I think there’s a sense of scarcity and a sense of what am I going to have to give up? What are my children going to have to give up to heal something that, well, it wasn’t me, I didn’t do it. You know what I mean? And those are all feelings that I can understand on a logical level. But I also just feel like sometimes you have to pay for things that weren’t healed. Weren’t taken care of in the moment. The impact is ongoing and it doesn’t get smaller by you not looking at it and not tending to it.
I think it’s directly related to restorative justice. Reparations. Repair. Restoring. I would even say transformative justice because I don’t think there’s anything to restore with the history of African people in America. Isn’t something that can be restored because we’ve never really been at a place where we want to get back to, but we need to transform some relationships and transform the ways that we’re interacting, the ways that we’re supporting and being in community together. And really that starts with recognizing and acknowledging the history, moving away from this mythology that America is some grand experiment of democracy, that’s always been pushing forward for everyone’s betterment. There’s a piece of truth in that, but that’s not the whole truth. So we need to really examine who are the people who’ve been left out of that experiment and why and how, and what needs to be transformed so that we can live up to what I think is a beautiful vision of what we could be, but we’re not.”
Discussion questions:
-Are there places that you have felt close to history?

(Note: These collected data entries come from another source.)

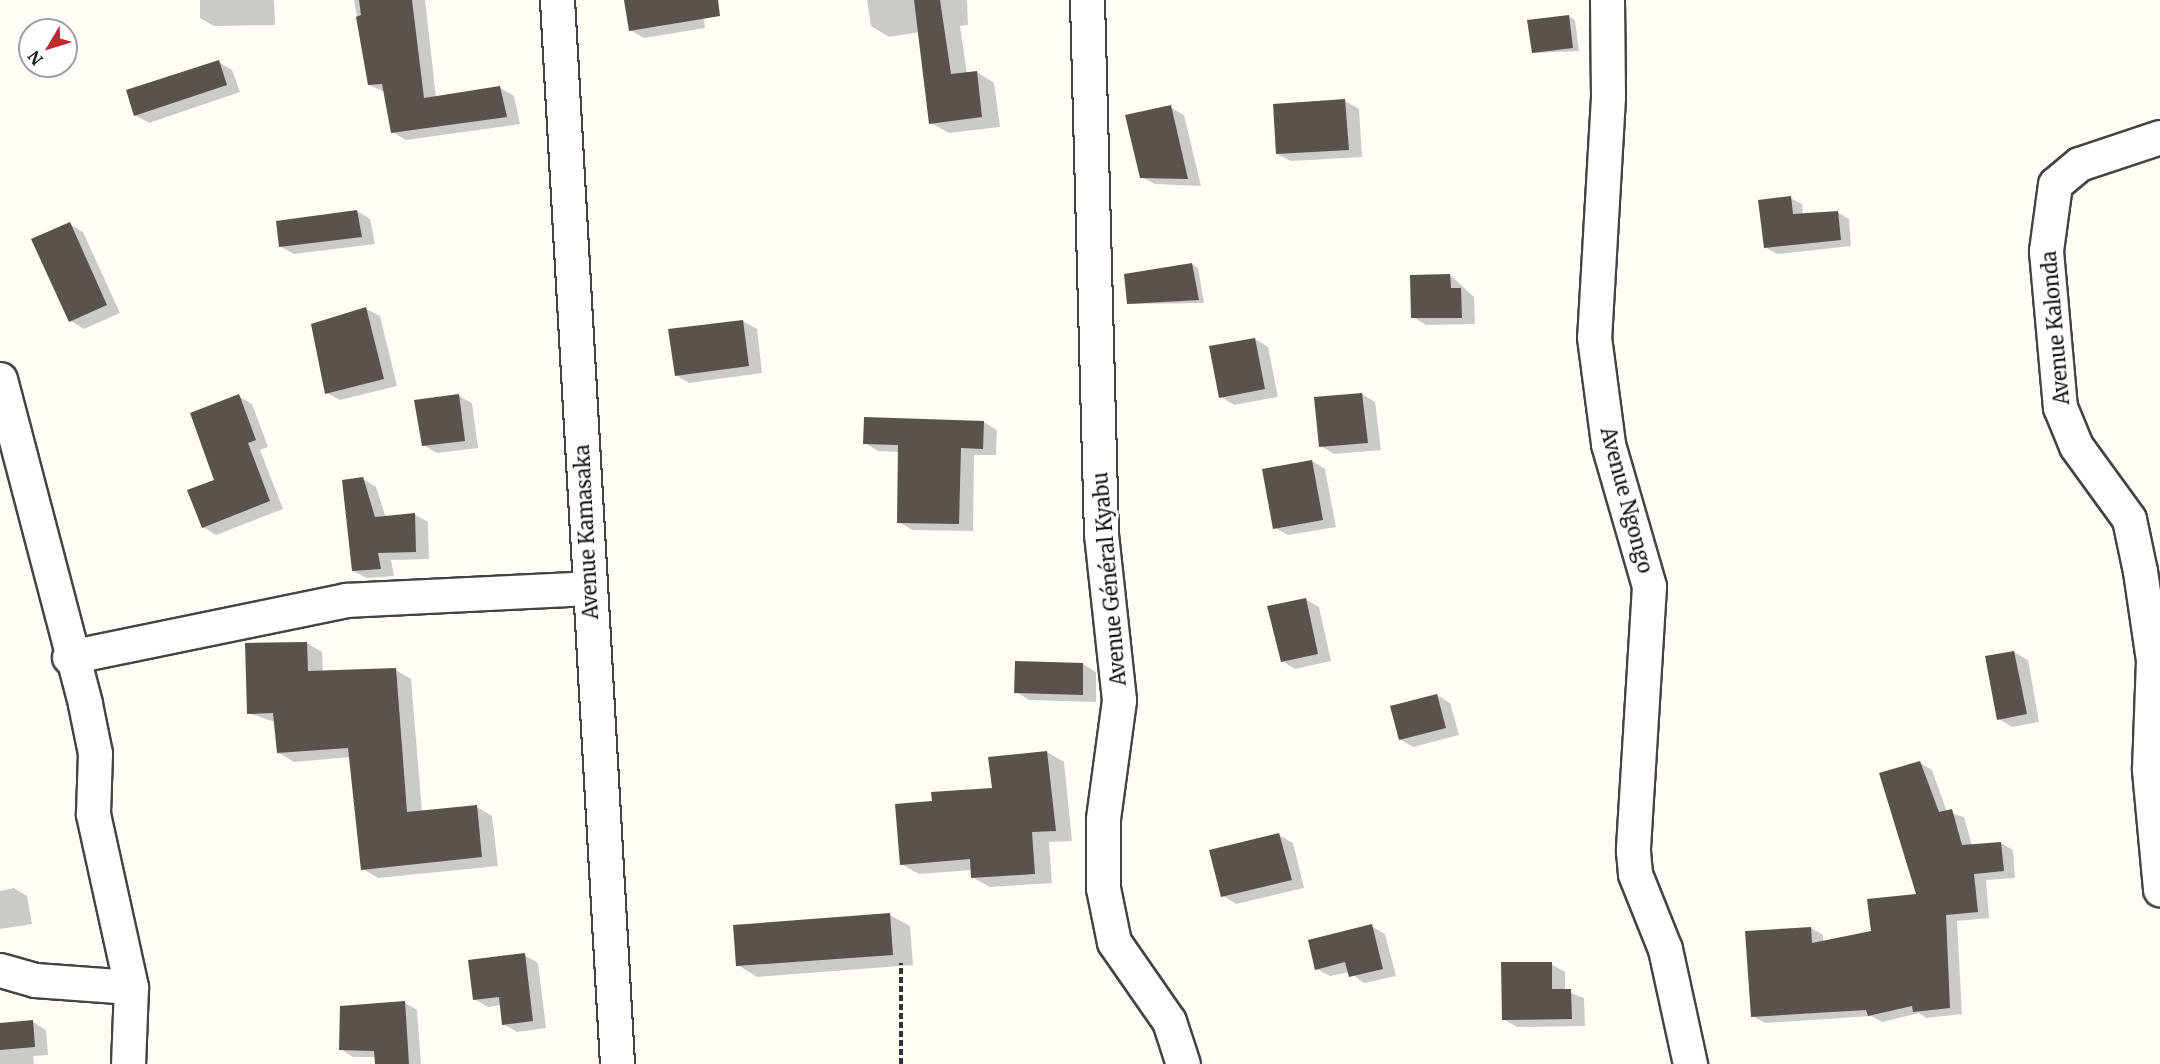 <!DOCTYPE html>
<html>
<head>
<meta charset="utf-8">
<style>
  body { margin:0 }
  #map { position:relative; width:2160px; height:1064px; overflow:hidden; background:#fffdf5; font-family:Merriweather,serif }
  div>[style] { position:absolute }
  .shadow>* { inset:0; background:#0003 }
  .building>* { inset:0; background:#5a524d }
  .path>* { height:4px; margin-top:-2px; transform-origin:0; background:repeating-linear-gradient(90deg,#333 0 6px,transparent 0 9px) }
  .roads { filter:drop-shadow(2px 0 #444) drop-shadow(-2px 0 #444) drop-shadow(0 2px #444) drop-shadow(0 -2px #444) }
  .minor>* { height:33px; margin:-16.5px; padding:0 16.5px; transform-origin:16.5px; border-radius:16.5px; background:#fff }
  span { translate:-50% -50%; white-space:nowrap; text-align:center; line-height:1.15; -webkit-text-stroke:6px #fff; paint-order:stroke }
  .street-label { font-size:20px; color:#111 }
  .north { position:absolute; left:18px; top:18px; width:60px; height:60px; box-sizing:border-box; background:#fff; border:2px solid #a0a0a0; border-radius:50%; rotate:232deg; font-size:16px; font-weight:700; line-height:24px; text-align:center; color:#111 }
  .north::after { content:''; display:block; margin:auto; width:21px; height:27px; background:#c4262e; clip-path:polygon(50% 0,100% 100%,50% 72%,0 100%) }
</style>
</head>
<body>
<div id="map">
  <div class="shadow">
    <i style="clip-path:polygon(200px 0,274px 0,275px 25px,214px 26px,200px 18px)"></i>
    <i style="clip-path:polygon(354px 0,425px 0,436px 97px,500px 88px,514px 96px,520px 124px,406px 140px,392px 132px,385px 92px,369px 85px)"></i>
    <i style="clip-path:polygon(625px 0,701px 0,705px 28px,644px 38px,630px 30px)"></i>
    <i style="clip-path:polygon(867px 0,967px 0,968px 25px,960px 26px,967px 74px,977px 72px,994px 83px,1000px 127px,949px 133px,931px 123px,920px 32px,889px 37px,871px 26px)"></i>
    <i style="clip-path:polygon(1568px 16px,1575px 20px,1579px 51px,1533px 53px)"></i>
    <i style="clip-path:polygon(219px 62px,232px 70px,240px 92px,149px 123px,135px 115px)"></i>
    <i style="clip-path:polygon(1345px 101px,1359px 109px,1362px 157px,1291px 161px,1277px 154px)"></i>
    <i style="clip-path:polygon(1170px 107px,1184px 115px,1201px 186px,1155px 184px,1141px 177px)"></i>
    <i style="clip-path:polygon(1790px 198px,1802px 204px,1803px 215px,1837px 212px,1849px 219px,1851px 246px,1777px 254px,1765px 247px)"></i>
    <i style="clip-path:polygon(357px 211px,370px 219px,375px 244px,294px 254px,281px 247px)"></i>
    <i style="clip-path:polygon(69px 224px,83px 232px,120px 313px,84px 329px,71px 321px)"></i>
    <i style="clip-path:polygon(1192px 264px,1198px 268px,1204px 303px,1129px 304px)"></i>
    <i style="clip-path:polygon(1450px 275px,1474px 297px,1475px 324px,1426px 325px,1413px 317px)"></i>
    <i style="clip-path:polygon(366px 309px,380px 316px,397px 386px,340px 400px,327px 393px)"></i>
    <i style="clip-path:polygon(743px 321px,757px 329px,762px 373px,689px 383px,676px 375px)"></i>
    <i style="clip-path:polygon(1255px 339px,1268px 347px,1278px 397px,1234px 405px,1221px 397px)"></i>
    <i style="clip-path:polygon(1362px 394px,1375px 402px,1381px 450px,1334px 454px,1321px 446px)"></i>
    <i style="clip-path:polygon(238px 396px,252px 404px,268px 447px,260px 450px,283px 509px,216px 535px,203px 527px)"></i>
    <i style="clip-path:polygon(459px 396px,472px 403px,478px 448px,437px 453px,423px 445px)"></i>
    <i style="clip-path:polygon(866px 418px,984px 422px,997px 430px,996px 455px,974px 455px,973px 531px,912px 530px,899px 522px,900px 452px,878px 451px,865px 443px)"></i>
    <i style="clip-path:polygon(1312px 461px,1325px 469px,1336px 527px,1288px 535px,1275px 528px)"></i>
    <i style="clip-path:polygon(363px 479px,376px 487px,386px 518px,414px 514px,428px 522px,429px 559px,391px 560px,394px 576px,367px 578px,353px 571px)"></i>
    <i style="clip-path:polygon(1305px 599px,1319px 607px,1331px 661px,1295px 669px,1282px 661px)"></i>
    <i style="clip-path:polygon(307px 643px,322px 652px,323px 672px,396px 670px,411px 679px,422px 812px,477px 807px,492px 816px,498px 866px,378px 878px,363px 869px,351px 757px,294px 762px,279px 753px,275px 722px,248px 713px)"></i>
    <i style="clip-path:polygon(2014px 652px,2028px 660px,2039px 722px,2012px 727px,1999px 719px)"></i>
    <i style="clip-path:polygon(1083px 664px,1096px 672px,1096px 702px,1029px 700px,1016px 692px)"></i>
    <i style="clip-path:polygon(1437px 695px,1450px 703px,1459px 735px,1413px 747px,1400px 739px)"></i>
    <i style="clip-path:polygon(1047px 752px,1064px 762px,1072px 841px,1049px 842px,1052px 883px,990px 887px,972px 877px,972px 870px,919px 874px,901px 864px,934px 802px,993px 789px)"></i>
    <i style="clip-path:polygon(1920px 763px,1932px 770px,1947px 812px,1964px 817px,1972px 846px,2001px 843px,2013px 850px,2015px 878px,1986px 880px,1989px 918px,1957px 921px,1962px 1014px,1926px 1018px,1919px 1013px,1882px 1022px,1871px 1016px,1765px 1023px,1752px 1016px,1811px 928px,1823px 935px,1823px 942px,1872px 932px,1918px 895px)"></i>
    <i style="clip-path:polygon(1279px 835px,1293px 843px,1304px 888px,1236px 904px,1223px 896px)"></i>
    <i style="clip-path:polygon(14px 888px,27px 896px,32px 924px,0 929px,0 891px)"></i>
    <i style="clip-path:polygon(890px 915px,910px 926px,913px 965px,757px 977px,738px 965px)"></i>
    <i style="clip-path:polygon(1371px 926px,1385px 934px,1396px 976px,1364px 983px,1349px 972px,1330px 976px,1317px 969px)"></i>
    <i style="clip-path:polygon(524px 955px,538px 963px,546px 1028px,517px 1032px,503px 1024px,501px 1005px,488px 1007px,474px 999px)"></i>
    <i style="clip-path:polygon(1551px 964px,1565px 972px,1565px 991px,1584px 998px,1585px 1026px,1517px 1027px,1503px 1019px)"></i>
    <i style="clip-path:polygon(405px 1003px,417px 1010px,421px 1064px,377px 1064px,376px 1057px,353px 1057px,341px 1049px)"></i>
    <i style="clip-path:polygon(33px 1022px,46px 1030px,48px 1055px,33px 1056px,34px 1064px,0 1064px,0 1024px)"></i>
  </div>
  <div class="building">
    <i style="clip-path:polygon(359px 0,412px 0,424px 98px,500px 86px,507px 117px,391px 133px,382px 84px,368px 85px,356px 17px,361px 15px)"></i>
    <i style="clip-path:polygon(624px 0,718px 0,720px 16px,629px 31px)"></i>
    <i style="clip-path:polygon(914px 0,940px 0,951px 74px,977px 71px,982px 117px,929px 124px)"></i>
    <i style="clip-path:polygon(1569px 15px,1573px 48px,1532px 53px,1527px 20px)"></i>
    <i style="clip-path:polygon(219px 60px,227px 85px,134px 116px,126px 90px)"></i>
    <i style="clip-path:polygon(1345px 99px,1349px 150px,1276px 154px,1273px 104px)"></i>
    <i style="clip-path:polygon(1171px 105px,1188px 179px,1140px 178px,1125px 115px)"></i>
    <i style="clip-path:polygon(1791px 196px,1793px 214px,1838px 211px,1841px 240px,1764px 248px,1758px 200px)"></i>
    <i style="clip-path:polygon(357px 210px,362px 237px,279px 247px,276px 221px)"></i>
    <i style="clip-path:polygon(70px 222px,107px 305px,69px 322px,31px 239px)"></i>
    <i style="clip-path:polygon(1192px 263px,1199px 300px,1127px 304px,1124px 274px)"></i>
    <i style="clip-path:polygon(1450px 274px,1451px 288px,1461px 288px,1462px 318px,1411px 318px,1410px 275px)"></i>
    <i style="clip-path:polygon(366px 307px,384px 379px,325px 394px,311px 324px)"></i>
    <i style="clip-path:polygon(743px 320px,749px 366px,675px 376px,668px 329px)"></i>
    <i style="clip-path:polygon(1255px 338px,1265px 389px,1219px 398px,1209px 346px)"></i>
    <i style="clip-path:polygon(1362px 393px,1368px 443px,1319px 447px,1314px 397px)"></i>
    <i style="clip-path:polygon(239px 394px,256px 440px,248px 443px,270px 501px,202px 528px,187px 490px,214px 480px,190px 413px)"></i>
    <i style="clip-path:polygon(459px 394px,465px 441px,422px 446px,414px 400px)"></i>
    <i style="clip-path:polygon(864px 417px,984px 421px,983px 449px,961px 448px,959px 524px,897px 523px,898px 445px,863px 444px)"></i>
    <i style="clip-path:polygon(1312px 460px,1323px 520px,1273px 529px,1262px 469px)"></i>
    <i style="clip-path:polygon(363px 477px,375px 517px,415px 513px,416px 552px,378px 553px,381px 569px,352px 571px,342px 480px)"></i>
    <i style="clip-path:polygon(1306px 598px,1318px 654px,1281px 662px,1267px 606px)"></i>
    <i style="clip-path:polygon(307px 642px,308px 671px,396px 668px,407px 812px,477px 805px,482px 857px,361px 870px,348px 748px,277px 753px,273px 713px,247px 714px,245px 643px)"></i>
    <i style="clip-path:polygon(2014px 651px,2027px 714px,1997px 720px,1985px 656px)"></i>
    <i style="clip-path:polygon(1015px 661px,1083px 663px,1083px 695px,1014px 693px)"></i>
    <i style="clip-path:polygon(1437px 694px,1446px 728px,1399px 740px,1390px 706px)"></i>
    <i style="clip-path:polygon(1047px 751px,1056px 831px,1032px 832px,1035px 874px,971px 878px,970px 859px,900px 865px,895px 804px,932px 801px,931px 792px,992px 788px,988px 757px)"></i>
    <i style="clip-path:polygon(1920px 761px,1939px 812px,1952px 809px,1962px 845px,2001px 842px,2004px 871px,1974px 874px,1978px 912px,1946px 915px,1950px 1008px,1913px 1012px,1912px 1006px,1868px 1016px,1866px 1010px,1751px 1017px,1745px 931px,1811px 927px,1812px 943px,1871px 931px,1867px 899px,1916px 894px,1879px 773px)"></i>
    <i style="clip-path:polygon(1279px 833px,1292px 880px,1221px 897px,1209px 850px)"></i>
    <i style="clip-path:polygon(890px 913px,893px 955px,736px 966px,733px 925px)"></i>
    <i style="clip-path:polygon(1372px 924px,1383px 969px,1349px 977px,1345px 962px,1315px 970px,1308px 940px)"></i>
    <i style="clip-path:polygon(525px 953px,533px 1021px,502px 1025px,499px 997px,473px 1000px,468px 960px)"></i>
    <i style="clip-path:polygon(1501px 962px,1552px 962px,1552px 989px,1571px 989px,1572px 1019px,1502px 1020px)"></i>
    <i style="clip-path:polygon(405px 1001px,409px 1064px,375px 1064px,374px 1051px,339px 1050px,340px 1006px)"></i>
    <i style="clip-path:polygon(33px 1020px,35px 1047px,0 1050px,0 1023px)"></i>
  </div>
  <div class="path">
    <i style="left:901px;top:1064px;width:101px;rotate:-90deg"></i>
  </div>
  <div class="roads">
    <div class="minor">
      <i style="left:557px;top:0;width:1066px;rotate:86.77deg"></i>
      <i style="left:1087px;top:0;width:534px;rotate:88.5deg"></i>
      <i style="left:1101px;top:534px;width:167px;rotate:83.8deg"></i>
      <i style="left:1119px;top:700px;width:120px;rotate:97.7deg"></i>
      <i style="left:1103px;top:819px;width:69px;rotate:90deg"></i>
      <i style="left:1103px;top:888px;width:55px;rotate:78.5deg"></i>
      <i style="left:1114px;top:942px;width:96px;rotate:55.2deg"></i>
      <i style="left:1169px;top:1021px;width:45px;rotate:72deg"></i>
      <i style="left:1607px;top:0;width:97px;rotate:89.4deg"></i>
      <i style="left:1608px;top:97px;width:240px;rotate:93.3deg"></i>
      <i style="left:1594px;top:337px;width:108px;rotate:82.5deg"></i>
      <i style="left:1608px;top:444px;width:148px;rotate:73.9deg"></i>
      <i style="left:1649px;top:586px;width:265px;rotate:93.5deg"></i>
      <i style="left:1633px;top:851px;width:23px;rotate:85deg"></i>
      <i style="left:1635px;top:874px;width:81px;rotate:68.2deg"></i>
      <i style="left:1665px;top:949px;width:118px;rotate:77.7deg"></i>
      <i style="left:2160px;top:137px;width:85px;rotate:161.6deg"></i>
      <i style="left:2079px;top:164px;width:31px;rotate:140deg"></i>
      <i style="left:2055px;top:184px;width:68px;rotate:97.7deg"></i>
      <i style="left:2046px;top:251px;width:157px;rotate:84.9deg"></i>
      <i style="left:2060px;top:407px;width:42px;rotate:67.7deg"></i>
      <i style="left:2076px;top:446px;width:90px;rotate:54deg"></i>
      <i style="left:2129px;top:519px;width:53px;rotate:78.1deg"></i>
      <i style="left:2140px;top:571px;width:90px;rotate:81.7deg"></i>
      <i style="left:2153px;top:660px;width:110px;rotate:92.1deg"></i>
      <i style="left:2149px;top:770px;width:120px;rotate:84.7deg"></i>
      <i style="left:0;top:379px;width:336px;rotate:75.3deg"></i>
      <i style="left:85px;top:704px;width:50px;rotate:78.5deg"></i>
      <i style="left:95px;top:753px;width:61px;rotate:91.9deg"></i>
      <i style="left:93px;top:814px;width:177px;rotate:77.6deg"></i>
      <i style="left:69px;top:657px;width:283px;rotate:-11.6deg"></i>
      <i style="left:346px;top:600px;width:242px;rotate:-2.8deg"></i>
      <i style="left:0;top:970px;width:36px;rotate:16deg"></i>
      <i style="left:35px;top:980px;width:96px;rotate:4.2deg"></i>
      <i style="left:131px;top:987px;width:77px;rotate:92.2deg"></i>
    </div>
  </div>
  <div class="street-label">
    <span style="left:2055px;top:328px;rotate:-95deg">Avenue Kalonda</span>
    <span style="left:1627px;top:500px;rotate:75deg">Avenue Ngongo</span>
    <span style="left:586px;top:532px;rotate:-93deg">Avenue Kamasaka</span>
    <span style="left:1109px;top:579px;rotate:-95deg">Avenue Général Kyabu</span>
  </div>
  <div class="north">N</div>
</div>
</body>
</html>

-Have you been to places that “feel heavy” as Lydia described it?
-What is the healing work that you have been called to?
-Have you ever wanted to leave a place because it was too difficult to be there?
-Do you recall grappling with the notion of right and wrong as a child?
-When have you been called to action?
-Have you explored the idea of reparations?
-Why do you think our country has struggled to move toward reparations in any meaningful way?
-What would real racial healing look like in our country?
-Talk about your notion of The American Dream. Does it still exist? Who has access to it?